Seed for random number generation. Defaults to None
- n_jobsint, optional.
n_jobs specifies the maximum number of concurrently running workers. If 1 is given, no joblib parallelism is used at all, which is useful for debugging. For more information on joblib n_jobs refer to - https://joblib.readthedocs.io/en/latest/generated/joblib.Parallel.html. Defaults to 8.
Attributes#
- test_type_str
The type of test performed on the data
- execution_timefloat
Time taken for the test method to execute
- h0_rejected_boolean
Whether the null hypothesis is rejected (True) or not (False)
- test_statistic_float
Test statistic of the perfomed test type
- cv_float
Critical value
- cv_method_str
Critical value method used for performing the test
References#
Markatou M., Saraceno G., Chen Y (2023). “Two- and k-Sample Tests Based on Quadratic Distances. ”Manuscript, (Department of Biostatistics, University at Buffalo)

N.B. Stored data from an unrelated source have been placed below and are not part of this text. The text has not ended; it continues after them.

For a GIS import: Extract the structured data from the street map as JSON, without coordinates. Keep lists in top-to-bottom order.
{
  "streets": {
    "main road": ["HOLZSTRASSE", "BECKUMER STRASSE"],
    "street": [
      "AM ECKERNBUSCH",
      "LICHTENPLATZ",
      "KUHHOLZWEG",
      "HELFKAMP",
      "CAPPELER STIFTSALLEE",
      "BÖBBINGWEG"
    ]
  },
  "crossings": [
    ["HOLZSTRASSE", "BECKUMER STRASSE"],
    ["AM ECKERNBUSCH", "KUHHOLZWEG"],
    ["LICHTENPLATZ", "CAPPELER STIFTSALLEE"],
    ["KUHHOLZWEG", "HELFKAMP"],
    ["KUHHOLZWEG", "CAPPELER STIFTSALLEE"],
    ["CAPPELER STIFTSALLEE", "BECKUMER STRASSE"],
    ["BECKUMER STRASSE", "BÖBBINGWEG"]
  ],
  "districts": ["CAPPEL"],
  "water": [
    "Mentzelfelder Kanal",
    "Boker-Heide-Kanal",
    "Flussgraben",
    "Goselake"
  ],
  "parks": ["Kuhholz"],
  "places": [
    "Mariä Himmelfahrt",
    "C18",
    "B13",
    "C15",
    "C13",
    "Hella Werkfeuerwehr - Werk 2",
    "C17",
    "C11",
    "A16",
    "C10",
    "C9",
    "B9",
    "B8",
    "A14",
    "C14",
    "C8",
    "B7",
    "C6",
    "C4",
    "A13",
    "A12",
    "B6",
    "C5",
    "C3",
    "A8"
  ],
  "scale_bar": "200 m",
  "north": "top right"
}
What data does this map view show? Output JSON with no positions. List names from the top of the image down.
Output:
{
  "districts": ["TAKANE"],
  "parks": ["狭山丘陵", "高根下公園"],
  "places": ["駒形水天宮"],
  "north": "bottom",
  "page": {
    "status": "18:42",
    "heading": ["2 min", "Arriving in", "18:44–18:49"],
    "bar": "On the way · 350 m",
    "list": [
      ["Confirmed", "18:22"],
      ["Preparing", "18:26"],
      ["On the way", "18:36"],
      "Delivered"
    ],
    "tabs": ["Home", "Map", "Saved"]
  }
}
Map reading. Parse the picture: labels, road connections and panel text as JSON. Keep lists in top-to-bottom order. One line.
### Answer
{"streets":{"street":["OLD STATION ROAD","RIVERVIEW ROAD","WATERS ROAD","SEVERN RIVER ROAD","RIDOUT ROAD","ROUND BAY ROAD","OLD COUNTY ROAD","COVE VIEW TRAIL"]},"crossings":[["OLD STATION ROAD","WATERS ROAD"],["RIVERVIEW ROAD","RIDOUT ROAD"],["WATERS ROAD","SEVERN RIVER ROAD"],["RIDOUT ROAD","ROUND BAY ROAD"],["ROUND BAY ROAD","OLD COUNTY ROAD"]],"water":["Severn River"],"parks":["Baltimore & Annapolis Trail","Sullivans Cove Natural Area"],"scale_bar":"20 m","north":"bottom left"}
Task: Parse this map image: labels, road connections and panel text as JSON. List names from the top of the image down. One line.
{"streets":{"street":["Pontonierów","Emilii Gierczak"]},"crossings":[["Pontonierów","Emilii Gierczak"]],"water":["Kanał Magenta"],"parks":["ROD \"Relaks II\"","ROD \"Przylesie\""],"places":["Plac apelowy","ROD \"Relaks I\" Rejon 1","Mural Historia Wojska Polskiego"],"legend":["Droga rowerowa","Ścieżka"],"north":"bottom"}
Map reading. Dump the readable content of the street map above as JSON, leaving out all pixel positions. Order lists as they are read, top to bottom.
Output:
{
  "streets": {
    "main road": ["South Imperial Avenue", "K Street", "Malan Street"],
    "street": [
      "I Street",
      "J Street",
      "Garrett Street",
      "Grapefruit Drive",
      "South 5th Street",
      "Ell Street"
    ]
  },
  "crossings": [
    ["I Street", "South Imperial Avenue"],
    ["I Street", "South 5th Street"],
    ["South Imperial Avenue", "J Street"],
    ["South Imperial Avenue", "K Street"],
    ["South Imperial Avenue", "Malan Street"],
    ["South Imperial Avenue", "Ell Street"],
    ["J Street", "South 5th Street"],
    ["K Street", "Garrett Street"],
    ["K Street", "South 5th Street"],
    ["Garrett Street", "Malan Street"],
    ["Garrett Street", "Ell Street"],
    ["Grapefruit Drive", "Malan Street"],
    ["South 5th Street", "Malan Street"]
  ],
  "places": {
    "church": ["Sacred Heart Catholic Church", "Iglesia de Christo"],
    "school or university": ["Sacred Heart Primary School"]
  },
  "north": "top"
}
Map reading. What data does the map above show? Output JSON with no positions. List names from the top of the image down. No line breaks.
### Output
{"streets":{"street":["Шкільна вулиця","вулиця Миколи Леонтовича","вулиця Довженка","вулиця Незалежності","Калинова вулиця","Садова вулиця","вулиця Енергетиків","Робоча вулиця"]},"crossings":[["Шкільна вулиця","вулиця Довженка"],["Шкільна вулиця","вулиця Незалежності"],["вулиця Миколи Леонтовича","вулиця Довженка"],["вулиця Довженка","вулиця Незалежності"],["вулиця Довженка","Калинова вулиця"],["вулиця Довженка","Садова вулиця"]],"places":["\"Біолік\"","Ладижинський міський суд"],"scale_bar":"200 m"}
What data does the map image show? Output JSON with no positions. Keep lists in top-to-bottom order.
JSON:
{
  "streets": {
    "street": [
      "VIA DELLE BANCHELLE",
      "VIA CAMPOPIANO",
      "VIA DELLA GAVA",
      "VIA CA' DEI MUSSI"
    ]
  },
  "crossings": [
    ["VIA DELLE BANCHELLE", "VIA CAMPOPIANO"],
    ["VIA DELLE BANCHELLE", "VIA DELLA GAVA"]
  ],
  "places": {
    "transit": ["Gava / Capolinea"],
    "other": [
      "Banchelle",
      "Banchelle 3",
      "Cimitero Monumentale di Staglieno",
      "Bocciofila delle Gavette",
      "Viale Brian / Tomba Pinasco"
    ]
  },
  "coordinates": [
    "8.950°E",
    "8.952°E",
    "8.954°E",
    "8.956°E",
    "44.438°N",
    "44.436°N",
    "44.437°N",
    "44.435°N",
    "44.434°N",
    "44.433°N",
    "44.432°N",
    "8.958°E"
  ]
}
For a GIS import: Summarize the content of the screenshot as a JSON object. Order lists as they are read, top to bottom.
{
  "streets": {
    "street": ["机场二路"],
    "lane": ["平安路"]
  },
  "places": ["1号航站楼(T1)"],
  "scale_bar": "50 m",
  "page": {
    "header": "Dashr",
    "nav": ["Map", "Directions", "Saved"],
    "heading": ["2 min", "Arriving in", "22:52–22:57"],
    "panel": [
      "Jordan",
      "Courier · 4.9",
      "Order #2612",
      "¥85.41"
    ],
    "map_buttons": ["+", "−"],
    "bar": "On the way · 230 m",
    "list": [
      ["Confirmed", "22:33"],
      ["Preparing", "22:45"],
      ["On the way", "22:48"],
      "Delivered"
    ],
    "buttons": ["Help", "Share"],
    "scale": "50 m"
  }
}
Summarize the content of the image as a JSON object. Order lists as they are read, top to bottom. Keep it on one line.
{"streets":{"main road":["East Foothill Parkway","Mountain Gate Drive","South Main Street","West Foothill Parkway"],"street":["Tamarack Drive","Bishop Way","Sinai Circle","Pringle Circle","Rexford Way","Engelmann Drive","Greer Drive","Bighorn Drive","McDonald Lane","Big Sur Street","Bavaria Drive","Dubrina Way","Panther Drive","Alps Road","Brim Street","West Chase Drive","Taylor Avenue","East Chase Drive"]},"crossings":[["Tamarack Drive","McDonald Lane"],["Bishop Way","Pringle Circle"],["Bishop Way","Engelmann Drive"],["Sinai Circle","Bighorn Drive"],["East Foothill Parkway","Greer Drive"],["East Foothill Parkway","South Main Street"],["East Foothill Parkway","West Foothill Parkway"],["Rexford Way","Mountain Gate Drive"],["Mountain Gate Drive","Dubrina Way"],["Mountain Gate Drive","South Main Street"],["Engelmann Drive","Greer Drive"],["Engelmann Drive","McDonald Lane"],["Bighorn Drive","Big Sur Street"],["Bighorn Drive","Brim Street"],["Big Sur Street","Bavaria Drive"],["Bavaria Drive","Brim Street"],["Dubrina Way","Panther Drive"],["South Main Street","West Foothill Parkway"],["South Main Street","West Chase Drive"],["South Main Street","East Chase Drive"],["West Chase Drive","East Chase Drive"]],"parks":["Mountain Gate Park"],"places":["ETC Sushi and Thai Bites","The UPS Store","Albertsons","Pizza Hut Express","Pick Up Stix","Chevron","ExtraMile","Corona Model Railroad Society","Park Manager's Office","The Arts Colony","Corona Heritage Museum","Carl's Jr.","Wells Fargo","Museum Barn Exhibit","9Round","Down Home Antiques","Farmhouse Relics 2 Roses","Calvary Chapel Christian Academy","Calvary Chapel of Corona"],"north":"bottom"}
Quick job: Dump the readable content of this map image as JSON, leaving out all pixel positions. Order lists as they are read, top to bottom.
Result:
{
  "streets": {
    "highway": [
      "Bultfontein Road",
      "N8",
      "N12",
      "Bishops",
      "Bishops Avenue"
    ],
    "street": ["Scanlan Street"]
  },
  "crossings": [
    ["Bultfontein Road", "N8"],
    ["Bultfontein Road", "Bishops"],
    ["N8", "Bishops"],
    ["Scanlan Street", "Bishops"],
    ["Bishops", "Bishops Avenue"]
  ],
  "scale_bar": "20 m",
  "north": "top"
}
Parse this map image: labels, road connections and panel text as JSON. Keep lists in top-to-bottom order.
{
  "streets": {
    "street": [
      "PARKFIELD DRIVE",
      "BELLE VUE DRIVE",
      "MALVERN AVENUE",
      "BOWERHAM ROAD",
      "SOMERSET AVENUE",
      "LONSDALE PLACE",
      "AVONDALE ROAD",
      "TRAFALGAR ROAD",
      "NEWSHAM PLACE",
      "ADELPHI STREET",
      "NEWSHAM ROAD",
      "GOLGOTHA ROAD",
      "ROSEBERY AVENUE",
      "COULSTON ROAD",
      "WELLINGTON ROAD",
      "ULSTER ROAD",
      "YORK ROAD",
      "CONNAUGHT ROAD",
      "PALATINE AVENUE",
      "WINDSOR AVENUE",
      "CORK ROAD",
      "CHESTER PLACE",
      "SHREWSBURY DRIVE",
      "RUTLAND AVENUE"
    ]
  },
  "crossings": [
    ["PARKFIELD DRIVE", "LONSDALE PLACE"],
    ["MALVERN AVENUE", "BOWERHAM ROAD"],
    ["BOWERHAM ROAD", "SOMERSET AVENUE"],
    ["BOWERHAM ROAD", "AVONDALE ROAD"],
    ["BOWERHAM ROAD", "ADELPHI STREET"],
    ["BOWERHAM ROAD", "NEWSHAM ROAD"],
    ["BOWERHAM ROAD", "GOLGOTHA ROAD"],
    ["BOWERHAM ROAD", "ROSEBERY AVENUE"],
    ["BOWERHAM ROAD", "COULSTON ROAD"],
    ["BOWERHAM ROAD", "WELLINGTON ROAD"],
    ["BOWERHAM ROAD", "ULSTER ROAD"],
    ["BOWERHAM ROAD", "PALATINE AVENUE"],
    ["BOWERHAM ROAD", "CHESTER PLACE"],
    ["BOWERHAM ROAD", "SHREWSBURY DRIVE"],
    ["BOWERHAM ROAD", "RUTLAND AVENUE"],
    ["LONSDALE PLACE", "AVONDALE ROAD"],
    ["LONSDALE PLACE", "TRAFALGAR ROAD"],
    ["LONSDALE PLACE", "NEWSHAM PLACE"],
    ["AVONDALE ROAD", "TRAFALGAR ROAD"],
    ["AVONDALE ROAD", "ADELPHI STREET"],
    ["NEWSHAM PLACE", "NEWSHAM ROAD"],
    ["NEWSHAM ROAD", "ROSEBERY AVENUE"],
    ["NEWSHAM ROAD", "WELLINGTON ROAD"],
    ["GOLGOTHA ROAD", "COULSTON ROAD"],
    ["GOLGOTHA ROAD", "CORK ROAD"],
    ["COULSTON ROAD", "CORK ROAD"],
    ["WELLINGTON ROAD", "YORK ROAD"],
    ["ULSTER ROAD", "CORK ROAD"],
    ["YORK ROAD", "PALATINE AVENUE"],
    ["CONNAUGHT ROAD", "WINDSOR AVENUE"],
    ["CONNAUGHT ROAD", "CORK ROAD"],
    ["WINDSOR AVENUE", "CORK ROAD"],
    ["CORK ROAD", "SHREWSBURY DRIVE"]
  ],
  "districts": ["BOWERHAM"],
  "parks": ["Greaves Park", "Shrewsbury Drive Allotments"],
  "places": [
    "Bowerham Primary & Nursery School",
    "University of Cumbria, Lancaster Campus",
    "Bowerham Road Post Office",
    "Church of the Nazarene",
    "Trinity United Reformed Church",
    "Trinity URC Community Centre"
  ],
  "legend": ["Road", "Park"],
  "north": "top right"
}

Lindsay BG, Markatou M. & Ray S. (2014) Kernels, Degrees of Freedom, and Power Properties of Quadratic Distance Goodness-of-Fit Tests, Journal of the American Statistical Association, 109:505, 395-410, DOI: 10.1080/01621459.2013.836972
Examples#
>>> # Example for normality test >>> import numpy as np >>> from QuadratiK.kernel_test import KernelTest >>> np.random.seed(42) >>> data = np.random.randn(100,5) >>> normality_test = KernelTest(h=0.4, centering_type="param",random_state=42).test(data) >>> print("Test : {}".format(normality_test.test_type_)) >>> print("Execution time: {:.3f}".format(normality_test.execution_time)) >>> print("H0 is Rejected : {}".format(normality_test.h0_rejected_)) >>> print("Test Statistic : {}".format(normality_test.test_statistic_)) >>> print("Critical Value (CV) : {}".format(normality_test.cv_)) >>> print("CV Method : {}".format(normality_test.cv_method_)) >>> print("Selected tuning parameter : {}".format(normality_test.h)) ... Test : Kernel-based quadratic distance Normality test ... Execution time: 0.096 ... H0 is Rejected : False ... Test Statistic : -8.588873037044384e-05 ... Critical Value (CV) : 0.0004464111809800183 ... CV Method : Empirical ... Selected tuning parameter : 0.4
>>> # Example for two sample test >>> import numpy as np >>> from QuadratiK.kernel_test import KernelTest >>> np.random.seed(42) >>> X = np.random.randn(100,5) >>> np.random.seed(42) >>> Y = np.random.randn(100,5) >>> two_sample_test = KernelTest(h=0.4, centering_type="param").test(X,Y) >>> print("Test : {}".format(two_sample_test.test_type_)) >>> print("Execution time: {:.3f}".format(two_sample_test.execution_time)) >>> print("H0 is Rejected : {}".format(two_sample_test.h0_rejected_)) >>> print("Test Statistic : {}".format(two_sample_test.test_statistic_)) >>> print("Critical Value (CV) : {}".format(two_sample_test.cv_)) >>> print("CV Method : {}".format(two_sample_test.cv_method_)) >>> print("Selected tuning parameter : {}".format(two_sample_test.h)) ... Test : Kernel-based quadratic distance two-sample test ... Execution time: 0.092 ... H0 is Rejected : False ... Test Statistic : -0.019707895277270022 ... Critical Value (CV) : 0.003842482597612725 ... CV Method : subsampling ... Selected tuning parameter : 0.4
Methods
Function to generate descriptive statistics per variable (and per group if available). |
|
|
Summary function generates a table for the kernel test results and the summary statistics. |
|
Function to perform the kernel-based quadratic distance tests using the Gaussian kernel with bandwidth parameter h. |
- KernelTest.stats()#
Function to generate descriptive statistics per variable (and per group if available).
Returns#
- summary_stats_dfpandas.DataFrame
Dataframe of descriptive statistics
- KernelTest.summary(print_fmt='simple_grid')#
Summary function generates a table for the kernel test results and the summary statistics.
Parameters#
- print_fmtstr, optional.
Used for printing the output in the desired format. Defaults to “simple_grid”. Supports all available options in tabulate, see here: https://pypi.org/project/tabulate/
Returns#
- summarystr
A string formatted in the desired output format with the kernel test results and summary statistics.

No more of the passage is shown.